About this task: If a line in the data holds the string "green", list it.

++++

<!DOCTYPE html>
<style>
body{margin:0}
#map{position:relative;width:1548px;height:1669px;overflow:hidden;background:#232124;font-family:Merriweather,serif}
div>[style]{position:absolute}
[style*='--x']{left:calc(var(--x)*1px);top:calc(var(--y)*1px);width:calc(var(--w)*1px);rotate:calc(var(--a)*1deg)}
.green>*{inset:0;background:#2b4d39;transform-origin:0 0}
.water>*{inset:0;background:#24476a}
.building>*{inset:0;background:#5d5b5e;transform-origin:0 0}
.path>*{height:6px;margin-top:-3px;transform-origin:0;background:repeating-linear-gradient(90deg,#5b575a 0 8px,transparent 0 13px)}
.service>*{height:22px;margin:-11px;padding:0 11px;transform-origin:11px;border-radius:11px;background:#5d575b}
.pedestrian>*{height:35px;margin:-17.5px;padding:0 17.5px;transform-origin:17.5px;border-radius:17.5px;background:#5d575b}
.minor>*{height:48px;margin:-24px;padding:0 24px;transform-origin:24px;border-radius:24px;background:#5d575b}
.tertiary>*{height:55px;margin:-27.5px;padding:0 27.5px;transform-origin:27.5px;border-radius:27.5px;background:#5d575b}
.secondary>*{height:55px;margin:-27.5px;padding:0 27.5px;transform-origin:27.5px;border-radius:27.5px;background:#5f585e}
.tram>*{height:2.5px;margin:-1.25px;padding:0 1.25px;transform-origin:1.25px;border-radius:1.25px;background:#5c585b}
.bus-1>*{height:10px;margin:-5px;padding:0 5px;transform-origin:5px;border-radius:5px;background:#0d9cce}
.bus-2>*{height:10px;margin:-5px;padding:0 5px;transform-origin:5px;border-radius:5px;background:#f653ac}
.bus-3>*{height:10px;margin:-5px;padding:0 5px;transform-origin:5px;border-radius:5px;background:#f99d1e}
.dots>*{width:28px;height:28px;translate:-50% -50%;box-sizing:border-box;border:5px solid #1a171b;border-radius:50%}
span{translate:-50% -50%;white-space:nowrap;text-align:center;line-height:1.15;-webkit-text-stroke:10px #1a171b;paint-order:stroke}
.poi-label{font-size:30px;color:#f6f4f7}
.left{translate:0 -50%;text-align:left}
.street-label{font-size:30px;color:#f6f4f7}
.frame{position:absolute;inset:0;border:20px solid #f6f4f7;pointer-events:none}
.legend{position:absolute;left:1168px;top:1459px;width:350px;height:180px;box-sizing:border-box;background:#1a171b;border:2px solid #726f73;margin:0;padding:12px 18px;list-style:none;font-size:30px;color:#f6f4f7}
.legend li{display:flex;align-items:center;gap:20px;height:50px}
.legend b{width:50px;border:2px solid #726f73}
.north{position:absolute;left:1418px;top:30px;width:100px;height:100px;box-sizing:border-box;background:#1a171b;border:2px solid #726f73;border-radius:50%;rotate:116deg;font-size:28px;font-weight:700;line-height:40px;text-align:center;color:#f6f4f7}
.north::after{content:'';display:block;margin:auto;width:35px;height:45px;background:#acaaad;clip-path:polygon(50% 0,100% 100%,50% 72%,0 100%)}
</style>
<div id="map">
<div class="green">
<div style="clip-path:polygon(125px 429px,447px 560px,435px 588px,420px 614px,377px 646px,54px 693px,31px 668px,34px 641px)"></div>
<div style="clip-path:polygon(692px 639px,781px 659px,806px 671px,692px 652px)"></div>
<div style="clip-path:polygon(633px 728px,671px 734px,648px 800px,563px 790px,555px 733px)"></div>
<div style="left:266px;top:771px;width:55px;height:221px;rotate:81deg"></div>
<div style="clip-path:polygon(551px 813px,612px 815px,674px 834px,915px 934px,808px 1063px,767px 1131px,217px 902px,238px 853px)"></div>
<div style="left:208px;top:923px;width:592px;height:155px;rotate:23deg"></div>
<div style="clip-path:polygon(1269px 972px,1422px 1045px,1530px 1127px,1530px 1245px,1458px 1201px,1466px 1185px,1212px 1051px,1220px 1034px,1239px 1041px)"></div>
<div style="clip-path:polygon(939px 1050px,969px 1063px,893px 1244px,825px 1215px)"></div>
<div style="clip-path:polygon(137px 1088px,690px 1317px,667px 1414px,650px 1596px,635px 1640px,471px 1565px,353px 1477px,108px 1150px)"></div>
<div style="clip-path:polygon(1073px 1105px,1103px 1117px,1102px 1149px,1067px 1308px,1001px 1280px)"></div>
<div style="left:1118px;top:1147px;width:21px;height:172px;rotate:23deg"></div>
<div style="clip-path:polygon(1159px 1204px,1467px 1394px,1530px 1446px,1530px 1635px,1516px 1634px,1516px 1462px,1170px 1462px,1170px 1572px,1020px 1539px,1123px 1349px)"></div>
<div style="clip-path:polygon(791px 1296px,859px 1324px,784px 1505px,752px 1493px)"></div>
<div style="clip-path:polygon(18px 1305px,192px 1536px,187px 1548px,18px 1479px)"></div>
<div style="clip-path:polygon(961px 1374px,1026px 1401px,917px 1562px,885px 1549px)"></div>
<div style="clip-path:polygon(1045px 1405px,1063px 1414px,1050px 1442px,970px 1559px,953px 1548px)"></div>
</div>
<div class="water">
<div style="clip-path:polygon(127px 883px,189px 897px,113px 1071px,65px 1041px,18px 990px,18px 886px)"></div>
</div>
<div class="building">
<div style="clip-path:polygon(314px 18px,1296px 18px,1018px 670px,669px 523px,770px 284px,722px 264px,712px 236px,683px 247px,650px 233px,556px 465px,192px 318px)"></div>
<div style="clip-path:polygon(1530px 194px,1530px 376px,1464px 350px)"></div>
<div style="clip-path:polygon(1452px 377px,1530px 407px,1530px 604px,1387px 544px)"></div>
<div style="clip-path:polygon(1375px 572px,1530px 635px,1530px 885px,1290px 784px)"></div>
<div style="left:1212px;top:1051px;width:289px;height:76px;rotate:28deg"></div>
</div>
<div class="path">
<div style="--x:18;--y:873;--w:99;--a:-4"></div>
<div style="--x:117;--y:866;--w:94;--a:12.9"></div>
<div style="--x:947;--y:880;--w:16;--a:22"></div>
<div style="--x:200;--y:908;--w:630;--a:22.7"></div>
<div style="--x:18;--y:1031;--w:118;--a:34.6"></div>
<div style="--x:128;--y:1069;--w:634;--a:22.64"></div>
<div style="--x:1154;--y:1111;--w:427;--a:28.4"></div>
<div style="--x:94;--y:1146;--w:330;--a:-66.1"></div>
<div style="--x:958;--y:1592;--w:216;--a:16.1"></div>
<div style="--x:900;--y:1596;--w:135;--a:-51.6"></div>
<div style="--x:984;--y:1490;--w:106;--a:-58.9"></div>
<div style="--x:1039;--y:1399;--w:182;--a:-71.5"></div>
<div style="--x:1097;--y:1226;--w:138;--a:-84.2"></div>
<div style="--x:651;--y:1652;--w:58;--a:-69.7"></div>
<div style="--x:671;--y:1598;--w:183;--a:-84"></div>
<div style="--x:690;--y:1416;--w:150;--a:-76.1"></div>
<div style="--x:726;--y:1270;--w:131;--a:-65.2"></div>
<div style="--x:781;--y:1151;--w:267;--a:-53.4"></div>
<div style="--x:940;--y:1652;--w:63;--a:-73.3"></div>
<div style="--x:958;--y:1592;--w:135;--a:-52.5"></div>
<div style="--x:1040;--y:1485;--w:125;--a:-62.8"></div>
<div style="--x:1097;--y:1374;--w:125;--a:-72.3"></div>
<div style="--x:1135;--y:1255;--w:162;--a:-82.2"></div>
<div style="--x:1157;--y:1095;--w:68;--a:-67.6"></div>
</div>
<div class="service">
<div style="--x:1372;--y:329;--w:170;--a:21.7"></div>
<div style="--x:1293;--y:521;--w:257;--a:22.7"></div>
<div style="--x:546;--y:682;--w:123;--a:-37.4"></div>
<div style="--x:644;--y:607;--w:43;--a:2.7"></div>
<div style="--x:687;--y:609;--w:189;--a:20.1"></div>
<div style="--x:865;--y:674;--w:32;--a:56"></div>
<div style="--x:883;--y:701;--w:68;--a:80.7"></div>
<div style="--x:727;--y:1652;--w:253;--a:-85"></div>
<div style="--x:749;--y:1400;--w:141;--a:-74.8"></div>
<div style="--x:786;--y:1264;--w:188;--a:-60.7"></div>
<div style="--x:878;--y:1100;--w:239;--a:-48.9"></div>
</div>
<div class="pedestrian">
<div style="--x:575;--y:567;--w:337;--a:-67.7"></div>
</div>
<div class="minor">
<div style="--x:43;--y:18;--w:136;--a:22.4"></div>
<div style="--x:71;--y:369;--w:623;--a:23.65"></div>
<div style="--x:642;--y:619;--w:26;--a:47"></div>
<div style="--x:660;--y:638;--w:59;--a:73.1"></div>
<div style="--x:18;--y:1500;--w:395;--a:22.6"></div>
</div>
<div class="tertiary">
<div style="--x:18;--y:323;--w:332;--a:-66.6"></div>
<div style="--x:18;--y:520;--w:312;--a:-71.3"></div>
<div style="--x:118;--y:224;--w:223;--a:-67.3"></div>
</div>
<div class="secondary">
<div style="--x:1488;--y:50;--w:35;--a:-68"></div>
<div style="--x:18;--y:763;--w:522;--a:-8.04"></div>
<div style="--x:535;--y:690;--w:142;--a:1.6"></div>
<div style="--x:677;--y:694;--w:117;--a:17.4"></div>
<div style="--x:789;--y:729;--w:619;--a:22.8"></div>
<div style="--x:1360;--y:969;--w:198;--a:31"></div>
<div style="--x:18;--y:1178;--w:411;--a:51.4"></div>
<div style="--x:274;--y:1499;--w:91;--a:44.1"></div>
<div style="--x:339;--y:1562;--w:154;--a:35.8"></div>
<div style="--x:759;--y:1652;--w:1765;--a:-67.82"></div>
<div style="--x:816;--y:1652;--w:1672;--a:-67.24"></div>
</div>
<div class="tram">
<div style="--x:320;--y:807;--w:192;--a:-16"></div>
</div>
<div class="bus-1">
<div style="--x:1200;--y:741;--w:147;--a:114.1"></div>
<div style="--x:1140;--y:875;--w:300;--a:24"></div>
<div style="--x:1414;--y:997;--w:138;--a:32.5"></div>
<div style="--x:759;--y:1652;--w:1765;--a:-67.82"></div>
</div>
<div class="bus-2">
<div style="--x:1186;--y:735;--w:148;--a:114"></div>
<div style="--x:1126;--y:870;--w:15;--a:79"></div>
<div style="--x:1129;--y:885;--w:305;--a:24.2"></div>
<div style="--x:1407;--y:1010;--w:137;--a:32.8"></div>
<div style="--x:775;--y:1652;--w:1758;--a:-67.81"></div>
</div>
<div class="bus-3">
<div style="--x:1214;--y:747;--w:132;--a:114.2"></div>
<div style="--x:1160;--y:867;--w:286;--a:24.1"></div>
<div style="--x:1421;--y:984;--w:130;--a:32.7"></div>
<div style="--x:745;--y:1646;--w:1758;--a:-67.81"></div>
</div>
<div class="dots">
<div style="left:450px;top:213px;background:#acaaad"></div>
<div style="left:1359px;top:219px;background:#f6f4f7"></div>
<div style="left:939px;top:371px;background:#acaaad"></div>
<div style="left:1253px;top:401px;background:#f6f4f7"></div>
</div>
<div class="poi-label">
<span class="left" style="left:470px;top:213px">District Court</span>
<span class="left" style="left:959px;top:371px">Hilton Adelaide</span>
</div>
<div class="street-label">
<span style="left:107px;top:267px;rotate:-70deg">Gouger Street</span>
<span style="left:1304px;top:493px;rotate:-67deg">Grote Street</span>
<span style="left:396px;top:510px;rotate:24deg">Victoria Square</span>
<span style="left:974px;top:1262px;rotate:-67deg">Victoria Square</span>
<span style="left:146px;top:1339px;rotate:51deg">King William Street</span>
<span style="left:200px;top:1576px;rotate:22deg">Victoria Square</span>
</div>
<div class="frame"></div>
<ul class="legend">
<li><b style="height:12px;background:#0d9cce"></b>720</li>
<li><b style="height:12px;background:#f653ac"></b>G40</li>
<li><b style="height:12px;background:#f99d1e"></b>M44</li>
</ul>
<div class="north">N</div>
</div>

++++

Solution for this problem:
.green>*{inset:0;background:#2b4d39;transform-origin:0 0}
<div class="green">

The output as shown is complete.